Segonde visite Comme on nous avoit dit qu’il contoit être 9 jour je m’etudioit à le rebuter par mes impolitesses en l’abordan, je lui dit : « Vous voilà encore ici Mr. — Oui Mesdames. » Pour lors il commença à faire son office et nous dit qu’il n’avoit tenu qu’à lui d’estre du partis, qu’une dame avoit fait tout ce qu’elle avoit pue jusqu’à lui offrir une forte pension, après ce preambule il entremela son discour de louanges, de promesses, de menaces, pour lors j’interrompis le silence que nous avions gardé jusque là et lui dit : « Vous me rappelé la façon dont s’y prenoient les tirans pour faire tomber les chretiens. » Sa bille s’échaufa, à son dire il ne s’impatientoit jamais et me dit : « Comment vous traité votre evêque d’un Diocletien, d’un Neron etc. R. — Non Mr ce n’est point à mon eveque que je parle. C’est comme je le croi à M. Trichet [37] mais puisque vous donné un mauvais tour à mes paroles je ne vous diré plus rien. Et nous levames le siege.

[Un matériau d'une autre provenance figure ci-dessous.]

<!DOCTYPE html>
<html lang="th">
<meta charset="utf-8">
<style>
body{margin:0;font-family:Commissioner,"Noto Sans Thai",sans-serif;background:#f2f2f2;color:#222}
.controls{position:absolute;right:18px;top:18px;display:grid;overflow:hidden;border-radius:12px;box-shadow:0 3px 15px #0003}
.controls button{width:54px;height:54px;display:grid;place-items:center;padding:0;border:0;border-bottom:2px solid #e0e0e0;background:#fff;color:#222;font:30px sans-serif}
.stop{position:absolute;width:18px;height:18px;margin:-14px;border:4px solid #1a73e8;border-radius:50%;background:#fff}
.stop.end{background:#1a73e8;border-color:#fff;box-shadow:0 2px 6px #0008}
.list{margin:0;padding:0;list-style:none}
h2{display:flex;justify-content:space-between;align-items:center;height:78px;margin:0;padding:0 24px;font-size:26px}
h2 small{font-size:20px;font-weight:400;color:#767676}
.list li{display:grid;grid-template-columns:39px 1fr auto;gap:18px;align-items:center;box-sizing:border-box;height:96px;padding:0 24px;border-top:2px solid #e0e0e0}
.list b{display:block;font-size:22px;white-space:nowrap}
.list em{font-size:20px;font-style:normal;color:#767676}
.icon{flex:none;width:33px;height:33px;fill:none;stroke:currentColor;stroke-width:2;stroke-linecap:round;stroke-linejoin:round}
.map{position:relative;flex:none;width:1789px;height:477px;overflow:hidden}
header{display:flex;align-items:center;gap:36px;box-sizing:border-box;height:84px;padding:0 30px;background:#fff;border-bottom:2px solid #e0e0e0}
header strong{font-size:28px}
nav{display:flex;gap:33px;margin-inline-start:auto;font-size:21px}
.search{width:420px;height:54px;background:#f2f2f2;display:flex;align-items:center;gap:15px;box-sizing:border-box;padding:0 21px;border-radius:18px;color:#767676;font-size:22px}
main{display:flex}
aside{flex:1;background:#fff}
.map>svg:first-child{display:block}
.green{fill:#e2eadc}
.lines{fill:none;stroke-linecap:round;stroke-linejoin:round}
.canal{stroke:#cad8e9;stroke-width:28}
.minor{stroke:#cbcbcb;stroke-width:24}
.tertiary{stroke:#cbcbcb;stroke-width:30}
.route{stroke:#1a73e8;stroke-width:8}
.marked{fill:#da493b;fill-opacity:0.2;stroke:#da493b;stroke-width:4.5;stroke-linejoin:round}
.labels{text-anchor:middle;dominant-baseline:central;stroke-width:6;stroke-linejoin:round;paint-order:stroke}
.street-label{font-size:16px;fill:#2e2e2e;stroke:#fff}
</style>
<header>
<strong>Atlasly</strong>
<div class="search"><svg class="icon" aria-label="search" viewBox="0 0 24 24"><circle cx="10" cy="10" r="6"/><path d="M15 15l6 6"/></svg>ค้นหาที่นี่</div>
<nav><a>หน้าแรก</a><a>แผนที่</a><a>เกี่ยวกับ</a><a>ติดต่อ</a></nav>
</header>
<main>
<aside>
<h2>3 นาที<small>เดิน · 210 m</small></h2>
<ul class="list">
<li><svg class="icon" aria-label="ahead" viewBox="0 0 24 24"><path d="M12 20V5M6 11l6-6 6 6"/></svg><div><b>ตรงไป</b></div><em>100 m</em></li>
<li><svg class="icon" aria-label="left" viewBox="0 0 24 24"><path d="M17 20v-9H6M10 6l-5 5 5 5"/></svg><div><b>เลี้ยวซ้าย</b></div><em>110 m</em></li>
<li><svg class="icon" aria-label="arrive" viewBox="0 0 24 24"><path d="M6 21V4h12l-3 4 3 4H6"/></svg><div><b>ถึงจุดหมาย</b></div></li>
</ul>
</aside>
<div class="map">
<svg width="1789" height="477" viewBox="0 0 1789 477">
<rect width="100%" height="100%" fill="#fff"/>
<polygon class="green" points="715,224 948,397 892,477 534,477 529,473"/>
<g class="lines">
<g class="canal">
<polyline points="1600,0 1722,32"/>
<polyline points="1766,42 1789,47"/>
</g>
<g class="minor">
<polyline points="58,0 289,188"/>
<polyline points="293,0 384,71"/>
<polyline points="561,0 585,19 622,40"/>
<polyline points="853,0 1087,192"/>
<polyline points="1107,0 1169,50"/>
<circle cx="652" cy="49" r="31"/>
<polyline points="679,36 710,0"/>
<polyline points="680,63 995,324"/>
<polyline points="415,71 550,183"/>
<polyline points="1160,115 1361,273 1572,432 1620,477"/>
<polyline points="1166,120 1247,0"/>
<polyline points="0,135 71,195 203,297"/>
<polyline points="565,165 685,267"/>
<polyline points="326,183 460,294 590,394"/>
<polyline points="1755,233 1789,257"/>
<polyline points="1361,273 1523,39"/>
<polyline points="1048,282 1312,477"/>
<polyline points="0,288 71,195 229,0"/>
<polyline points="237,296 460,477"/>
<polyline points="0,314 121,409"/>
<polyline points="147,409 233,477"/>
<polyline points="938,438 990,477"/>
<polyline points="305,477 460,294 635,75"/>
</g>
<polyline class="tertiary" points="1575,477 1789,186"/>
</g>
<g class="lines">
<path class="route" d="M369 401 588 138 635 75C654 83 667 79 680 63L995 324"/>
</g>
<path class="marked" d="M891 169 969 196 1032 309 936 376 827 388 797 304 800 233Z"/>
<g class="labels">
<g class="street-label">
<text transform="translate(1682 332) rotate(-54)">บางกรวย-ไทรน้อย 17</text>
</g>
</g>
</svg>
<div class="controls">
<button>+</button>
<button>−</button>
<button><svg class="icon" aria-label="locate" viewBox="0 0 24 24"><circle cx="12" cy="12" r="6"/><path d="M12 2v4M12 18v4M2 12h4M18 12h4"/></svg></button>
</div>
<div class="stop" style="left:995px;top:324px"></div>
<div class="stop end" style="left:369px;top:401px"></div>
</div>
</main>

Troisième visite Je lui fit à peu près un acqueuil aussi gratieu que la veille, il me dit : « Je vous sui donc bien à charge. R. — Cela ce pourroit si vous etié à ma table. L. C. — Cependant pour avoir l’honneur de vous voir je suis venus par un tems detestable. R. — Vous pouviez vous en dispenser. Nous ne vous avons ny demandé ny desiré. » Il continua son discours et peu après il nous demanda si nous ne sentions rien. R. — Nous ne sommes pas insensible et nous sentons beaucoup de froi. Et nous nous en allames.

Quatrième visite En l’abbordant je lui dit : « Vous êtes prestre. Ainsi je vous fait ma confession je vient de me metre presque en colere contre la superieure et s’est vous qui en este la cause. » Il souri et tira un livre de sa poche et se mit à lire plusieurs des propositions cond[amnées] par la bulle en nous disant : « Vous les connoissé et les explicas à sa façon ou à celle du livre qu’il tenoit. » Je lui dit : « Mr ecrivez sur un papier tous les sens que vous venez de donner à ces propositions et je vous promet d’ecrire au bas que de tout mon cœur je condamne tous ces mauvais sens que Mr Trichet docteur de Poitiers a donné aux pro[positions] du p[ere] q[uesnel]. Lcle — Et vous reserverez les pro[positions]. R. — Oui. L. — Mais que pensé vous donc des eveques et de tous ceux qui avec eux ont reçu la Bulle vous les croye donc damné. R. — Nous ne jugeons personne mais il est san doutes que si nous croyons que vous fissié bien que nous voudrions vous imiter. L. — Vous croyé donc qu’ils reviendrons à vous. R. — Oui parce que je ne doute pas qu’un jour à venir la Verité ne triomphe . L. — Vous etes dans une maison qui me parois bien laide et pauvre. Je ne doute pas que vous n’y patisssié, ma bource mesdames est à votre service, ne faite pas de façon car c’est de tout cœur que je vous l’ofre. R. —Bien obligé Mr nous savons grace à Dieu vivre dans l’abondance et dans la disette. » Nous nous en allames.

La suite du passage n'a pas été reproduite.